Free Sid

Chatterbox is feeling insulted that the House managers didn’t call him to be one of their three witnesses in the Clinton impeachment trial. Shortly after the Flytrap scandal broke, President Clinton wagged his finger at Chatterbox (and, okay, several million other members of the TV-watching public) and insisted he did not have sex with Monica Lewinsky. Chatterbox feels sure that Clinton did this because he knew that he, Chatterbox, would pass this lie onto the Flytrap grand jurors. As it happens, the grand jury called a neighbor of Chatterbox’s who has precisely the same quantity of first-hand knowledge about Clinton’s Oval Office gymnastics: White House aide Sidney Blumenthal.

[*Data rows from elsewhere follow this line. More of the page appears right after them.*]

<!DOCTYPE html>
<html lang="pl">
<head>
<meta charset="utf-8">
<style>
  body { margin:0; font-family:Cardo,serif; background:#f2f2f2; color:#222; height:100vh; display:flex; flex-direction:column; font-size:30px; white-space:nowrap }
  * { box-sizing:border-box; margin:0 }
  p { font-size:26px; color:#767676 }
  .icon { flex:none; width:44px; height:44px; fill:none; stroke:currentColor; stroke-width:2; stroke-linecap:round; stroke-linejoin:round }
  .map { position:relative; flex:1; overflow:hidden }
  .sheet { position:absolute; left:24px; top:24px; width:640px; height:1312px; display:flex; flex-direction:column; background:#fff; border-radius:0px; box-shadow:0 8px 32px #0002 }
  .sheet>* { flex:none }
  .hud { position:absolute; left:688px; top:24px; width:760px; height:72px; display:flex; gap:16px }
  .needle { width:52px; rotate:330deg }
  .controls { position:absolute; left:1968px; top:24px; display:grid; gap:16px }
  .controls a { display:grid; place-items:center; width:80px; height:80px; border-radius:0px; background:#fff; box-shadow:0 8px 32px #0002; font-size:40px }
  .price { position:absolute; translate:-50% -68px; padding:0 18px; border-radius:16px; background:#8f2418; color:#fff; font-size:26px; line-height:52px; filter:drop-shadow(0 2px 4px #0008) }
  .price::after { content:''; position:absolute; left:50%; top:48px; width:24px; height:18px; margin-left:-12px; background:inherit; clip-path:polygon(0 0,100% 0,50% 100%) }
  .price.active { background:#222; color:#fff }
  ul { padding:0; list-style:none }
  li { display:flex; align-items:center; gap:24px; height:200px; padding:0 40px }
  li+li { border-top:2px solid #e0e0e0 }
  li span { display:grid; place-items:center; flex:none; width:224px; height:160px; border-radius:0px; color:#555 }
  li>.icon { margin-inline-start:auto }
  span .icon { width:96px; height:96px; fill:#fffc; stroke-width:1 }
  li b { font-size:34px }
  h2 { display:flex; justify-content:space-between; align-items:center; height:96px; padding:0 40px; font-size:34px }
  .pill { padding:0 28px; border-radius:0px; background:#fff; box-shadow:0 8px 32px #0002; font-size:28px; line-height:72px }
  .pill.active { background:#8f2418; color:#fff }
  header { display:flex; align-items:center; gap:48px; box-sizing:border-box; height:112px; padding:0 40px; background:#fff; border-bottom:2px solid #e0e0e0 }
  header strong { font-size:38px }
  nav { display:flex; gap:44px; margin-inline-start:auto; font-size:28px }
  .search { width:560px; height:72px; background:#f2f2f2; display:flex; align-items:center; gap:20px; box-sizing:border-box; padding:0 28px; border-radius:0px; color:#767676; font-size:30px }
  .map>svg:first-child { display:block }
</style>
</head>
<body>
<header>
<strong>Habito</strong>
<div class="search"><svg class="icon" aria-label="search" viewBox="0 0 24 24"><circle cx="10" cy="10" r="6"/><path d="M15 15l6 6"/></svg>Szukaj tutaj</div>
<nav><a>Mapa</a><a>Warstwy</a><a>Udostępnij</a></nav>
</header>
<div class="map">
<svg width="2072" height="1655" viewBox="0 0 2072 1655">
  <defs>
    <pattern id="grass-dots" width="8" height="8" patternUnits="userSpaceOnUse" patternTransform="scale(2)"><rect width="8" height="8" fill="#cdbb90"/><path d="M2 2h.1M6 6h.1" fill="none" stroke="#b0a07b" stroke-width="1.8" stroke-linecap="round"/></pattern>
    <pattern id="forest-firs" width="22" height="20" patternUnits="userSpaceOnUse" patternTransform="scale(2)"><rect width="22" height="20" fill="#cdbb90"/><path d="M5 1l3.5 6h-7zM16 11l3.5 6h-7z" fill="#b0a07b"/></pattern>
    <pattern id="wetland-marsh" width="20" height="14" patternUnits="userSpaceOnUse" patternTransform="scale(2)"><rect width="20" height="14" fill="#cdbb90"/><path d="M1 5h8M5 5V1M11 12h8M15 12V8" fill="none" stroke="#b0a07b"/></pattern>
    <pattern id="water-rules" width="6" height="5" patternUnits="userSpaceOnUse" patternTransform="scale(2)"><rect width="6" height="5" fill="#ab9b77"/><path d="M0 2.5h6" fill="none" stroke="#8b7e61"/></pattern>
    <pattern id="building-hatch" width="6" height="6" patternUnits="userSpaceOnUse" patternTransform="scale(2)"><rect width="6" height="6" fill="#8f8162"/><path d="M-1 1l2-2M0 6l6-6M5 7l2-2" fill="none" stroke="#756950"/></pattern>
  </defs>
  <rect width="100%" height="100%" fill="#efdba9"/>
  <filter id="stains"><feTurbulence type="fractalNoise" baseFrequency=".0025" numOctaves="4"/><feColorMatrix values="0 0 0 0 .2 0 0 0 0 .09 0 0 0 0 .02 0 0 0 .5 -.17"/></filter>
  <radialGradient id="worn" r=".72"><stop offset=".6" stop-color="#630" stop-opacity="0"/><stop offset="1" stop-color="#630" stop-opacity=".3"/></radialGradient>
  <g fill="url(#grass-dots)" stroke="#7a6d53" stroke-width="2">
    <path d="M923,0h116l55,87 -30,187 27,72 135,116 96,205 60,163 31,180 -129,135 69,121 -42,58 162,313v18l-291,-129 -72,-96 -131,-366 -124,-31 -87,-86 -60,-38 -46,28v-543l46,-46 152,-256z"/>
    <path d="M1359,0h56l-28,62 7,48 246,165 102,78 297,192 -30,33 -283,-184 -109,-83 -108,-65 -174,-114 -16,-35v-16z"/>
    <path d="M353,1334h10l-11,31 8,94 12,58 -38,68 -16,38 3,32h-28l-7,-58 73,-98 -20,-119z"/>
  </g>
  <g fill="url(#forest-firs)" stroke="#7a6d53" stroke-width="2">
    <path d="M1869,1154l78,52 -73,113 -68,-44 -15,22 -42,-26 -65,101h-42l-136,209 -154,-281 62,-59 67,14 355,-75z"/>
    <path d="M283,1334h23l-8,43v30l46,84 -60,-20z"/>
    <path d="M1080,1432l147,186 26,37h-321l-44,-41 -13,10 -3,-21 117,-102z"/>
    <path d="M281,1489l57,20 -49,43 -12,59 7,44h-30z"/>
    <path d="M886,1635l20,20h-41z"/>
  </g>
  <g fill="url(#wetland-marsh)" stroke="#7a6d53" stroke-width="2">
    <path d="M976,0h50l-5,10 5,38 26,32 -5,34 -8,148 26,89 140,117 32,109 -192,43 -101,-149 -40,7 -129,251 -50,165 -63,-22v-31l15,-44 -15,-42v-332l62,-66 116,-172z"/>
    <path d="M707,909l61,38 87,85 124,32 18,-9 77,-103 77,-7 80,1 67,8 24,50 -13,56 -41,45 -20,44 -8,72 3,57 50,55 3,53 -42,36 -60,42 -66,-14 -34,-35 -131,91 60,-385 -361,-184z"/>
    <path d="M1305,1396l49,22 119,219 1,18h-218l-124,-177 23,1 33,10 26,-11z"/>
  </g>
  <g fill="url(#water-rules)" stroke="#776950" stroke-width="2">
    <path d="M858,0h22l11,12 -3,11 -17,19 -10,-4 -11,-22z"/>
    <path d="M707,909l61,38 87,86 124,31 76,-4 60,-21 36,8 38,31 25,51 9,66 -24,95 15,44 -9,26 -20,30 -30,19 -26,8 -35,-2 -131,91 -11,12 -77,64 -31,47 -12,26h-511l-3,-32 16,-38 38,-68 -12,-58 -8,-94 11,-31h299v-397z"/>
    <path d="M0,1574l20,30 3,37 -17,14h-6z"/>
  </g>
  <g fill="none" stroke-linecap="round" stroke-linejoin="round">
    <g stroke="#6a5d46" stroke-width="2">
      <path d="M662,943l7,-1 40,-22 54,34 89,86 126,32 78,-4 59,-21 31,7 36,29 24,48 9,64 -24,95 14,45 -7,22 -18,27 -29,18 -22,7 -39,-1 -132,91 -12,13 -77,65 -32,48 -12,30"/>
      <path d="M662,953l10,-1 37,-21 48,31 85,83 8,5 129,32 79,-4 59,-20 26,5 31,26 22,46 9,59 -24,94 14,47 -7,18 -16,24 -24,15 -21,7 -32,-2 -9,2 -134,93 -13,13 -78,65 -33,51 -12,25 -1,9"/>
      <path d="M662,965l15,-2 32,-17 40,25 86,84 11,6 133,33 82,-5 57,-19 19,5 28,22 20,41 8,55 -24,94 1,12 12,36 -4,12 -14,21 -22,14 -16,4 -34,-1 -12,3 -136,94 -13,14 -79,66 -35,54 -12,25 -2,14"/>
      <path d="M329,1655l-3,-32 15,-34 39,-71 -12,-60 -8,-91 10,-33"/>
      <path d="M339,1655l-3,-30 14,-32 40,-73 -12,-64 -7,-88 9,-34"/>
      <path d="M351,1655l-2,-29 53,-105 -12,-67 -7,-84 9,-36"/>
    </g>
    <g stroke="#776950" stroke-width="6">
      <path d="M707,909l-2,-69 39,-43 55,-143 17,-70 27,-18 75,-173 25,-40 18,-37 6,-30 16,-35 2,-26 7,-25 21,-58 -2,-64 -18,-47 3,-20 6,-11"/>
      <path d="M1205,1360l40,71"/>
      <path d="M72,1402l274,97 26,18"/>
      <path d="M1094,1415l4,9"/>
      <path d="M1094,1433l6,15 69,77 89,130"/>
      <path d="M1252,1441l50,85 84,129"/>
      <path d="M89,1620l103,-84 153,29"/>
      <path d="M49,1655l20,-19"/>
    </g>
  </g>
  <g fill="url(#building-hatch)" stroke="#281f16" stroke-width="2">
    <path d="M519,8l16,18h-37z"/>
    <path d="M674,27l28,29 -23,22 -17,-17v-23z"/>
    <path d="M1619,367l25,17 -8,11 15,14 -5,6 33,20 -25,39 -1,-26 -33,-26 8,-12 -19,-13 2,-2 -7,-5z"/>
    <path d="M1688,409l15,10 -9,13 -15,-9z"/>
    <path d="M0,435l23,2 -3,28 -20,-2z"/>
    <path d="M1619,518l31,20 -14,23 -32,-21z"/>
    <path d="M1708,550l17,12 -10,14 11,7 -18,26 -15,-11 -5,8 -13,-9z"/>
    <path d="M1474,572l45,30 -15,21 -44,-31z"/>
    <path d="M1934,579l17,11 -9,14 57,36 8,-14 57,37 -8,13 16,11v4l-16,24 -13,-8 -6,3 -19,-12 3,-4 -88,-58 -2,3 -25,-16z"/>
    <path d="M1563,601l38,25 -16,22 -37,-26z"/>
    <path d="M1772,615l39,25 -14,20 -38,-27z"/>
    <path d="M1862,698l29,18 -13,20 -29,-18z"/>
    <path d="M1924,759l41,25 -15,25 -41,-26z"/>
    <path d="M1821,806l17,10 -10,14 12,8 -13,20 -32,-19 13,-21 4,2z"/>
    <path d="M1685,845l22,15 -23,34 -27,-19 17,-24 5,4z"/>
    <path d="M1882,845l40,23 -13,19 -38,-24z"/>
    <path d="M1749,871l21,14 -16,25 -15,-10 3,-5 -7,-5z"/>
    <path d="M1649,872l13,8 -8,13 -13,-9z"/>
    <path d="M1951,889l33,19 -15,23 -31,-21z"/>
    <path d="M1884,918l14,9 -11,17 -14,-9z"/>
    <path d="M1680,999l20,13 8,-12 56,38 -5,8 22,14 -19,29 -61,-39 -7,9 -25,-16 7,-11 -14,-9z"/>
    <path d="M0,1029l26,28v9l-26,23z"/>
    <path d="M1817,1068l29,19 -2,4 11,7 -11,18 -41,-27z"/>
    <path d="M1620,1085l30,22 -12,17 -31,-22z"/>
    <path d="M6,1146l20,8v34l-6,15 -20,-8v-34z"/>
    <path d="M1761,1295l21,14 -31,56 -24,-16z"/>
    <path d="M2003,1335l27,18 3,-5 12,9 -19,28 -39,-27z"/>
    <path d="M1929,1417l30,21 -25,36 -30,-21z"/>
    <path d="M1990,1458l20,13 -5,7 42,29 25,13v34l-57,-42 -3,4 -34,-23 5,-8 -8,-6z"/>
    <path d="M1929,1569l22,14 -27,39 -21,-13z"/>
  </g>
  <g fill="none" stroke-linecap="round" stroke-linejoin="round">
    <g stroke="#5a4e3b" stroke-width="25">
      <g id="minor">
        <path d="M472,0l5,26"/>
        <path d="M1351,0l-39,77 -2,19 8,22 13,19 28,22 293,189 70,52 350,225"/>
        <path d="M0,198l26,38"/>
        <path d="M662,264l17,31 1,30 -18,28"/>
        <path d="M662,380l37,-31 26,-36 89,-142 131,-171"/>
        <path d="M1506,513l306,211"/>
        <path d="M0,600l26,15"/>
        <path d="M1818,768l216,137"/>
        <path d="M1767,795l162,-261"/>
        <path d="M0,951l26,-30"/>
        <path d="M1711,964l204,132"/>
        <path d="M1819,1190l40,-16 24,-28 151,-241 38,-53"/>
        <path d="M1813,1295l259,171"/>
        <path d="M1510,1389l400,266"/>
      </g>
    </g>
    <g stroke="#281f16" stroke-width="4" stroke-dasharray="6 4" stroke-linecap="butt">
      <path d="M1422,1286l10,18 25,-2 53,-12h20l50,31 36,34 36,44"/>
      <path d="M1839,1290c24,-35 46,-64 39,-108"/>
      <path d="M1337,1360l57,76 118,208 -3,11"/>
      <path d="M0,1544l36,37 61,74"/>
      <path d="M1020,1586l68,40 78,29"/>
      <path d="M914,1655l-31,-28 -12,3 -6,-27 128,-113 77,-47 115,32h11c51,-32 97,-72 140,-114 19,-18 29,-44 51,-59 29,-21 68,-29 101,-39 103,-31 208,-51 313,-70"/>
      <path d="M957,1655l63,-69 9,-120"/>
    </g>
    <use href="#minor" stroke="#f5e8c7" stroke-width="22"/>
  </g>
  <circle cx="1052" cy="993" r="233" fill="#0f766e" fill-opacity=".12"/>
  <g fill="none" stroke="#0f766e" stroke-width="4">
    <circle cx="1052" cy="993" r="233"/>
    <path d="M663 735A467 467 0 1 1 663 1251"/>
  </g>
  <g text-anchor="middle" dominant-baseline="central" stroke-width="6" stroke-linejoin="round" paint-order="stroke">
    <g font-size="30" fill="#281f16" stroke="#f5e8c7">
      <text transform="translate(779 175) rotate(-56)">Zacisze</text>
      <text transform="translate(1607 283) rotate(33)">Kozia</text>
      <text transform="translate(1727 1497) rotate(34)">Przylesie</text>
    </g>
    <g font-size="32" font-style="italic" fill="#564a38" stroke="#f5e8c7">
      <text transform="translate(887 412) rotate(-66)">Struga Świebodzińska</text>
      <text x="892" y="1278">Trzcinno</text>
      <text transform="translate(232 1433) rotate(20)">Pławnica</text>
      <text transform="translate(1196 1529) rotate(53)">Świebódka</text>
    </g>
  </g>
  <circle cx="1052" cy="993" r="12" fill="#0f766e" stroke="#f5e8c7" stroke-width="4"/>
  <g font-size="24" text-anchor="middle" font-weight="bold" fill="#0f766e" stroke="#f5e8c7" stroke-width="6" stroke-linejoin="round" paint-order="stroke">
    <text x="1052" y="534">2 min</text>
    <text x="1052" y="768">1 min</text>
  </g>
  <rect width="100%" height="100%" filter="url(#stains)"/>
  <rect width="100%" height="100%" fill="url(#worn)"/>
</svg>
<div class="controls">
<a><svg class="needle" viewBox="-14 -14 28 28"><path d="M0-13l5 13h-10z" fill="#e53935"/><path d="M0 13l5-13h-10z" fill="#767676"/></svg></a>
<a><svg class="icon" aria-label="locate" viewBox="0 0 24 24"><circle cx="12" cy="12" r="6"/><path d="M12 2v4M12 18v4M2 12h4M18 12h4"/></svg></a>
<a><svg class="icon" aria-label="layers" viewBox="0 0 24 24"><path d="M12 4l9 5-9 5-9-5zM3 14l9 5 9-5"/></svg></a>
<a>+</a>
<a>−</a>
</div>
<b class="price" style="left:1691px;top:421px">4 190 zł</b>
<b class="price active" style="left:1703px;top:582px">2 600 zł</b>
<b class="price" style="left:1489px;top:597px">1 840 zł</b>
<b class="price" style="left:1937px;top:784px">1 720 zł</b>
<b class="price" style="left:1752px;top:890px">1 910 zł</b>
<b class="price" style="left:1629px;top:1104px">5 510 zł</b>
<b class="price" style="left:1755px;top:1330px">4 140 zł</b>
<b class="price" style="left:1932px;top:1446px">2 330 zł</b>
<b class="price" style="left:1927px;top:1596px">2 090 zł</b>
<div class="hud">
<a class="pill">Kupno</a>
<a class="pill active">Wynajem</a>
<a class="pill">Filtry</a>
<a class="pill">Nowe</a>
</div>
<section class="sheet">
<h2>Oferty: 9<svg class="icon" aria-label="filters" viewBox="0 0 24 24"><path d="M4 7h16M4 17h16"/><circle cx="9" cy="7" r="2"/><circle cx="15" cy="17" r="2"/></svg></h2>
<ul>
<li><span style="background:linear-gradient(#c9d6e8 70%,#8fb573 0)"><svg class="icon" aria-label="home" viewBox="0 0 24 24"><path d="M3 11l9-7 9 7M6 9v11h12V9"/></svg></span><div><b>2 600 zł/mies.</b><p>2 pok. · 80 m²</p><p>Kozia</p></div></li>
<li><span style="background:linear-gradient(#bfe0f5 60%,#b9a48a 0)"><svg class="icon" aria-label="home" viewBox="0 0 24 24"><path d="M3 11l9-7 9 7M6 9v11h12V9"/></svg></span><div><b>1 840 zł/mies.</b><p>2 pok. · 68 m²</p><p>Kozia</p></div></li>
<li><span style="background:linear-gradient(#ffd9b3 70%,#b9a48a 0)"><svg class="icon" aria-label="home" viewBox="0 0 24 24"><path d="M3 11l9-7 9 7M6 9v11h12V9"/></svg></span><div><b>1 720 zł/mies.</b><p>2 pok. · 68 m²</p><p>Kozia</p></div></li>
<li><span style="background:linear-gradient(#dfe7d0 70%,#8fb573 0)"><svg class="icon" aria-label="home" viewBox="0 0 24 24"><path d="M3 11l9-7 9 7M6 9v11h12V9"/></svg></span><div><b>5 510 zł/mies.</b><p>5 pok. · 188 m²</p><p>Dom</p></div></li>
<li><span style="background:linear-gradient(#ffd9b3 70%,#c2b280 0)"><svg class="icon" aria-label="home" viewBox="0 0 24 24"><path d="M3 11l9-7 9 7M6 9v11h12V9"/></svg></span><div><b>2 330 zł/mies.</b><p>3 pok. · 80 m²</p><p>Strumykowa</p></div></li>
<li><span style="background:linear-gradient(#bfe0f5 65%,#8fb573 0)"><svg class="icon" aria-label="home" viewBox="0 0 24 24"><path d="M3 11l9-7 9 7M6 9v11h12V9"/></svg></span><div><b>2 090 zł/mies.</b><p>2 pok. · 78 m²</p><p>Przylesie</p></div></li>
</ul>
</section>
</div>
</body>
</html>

The question everybody in Washington is asking today is: Why Sid? If you were conducting an inquiry and wanted to find out what actually happened, would you call an ex-journalist to whom the president (possibly from longstanding habit) told an outrageous whopper? Of course not. You’d call Betty Currie. On the other hand, if you were conducting an inquiry and wanted to maximize its grandstanding potential, you wouldn’t slap around Currie, a much-pitied national symbol of the humiliating things that bad bosses force their secretaries to do. You would slap around Sid Blumenthal, who is widely mocked and despised for the zeal with which he defends his boss.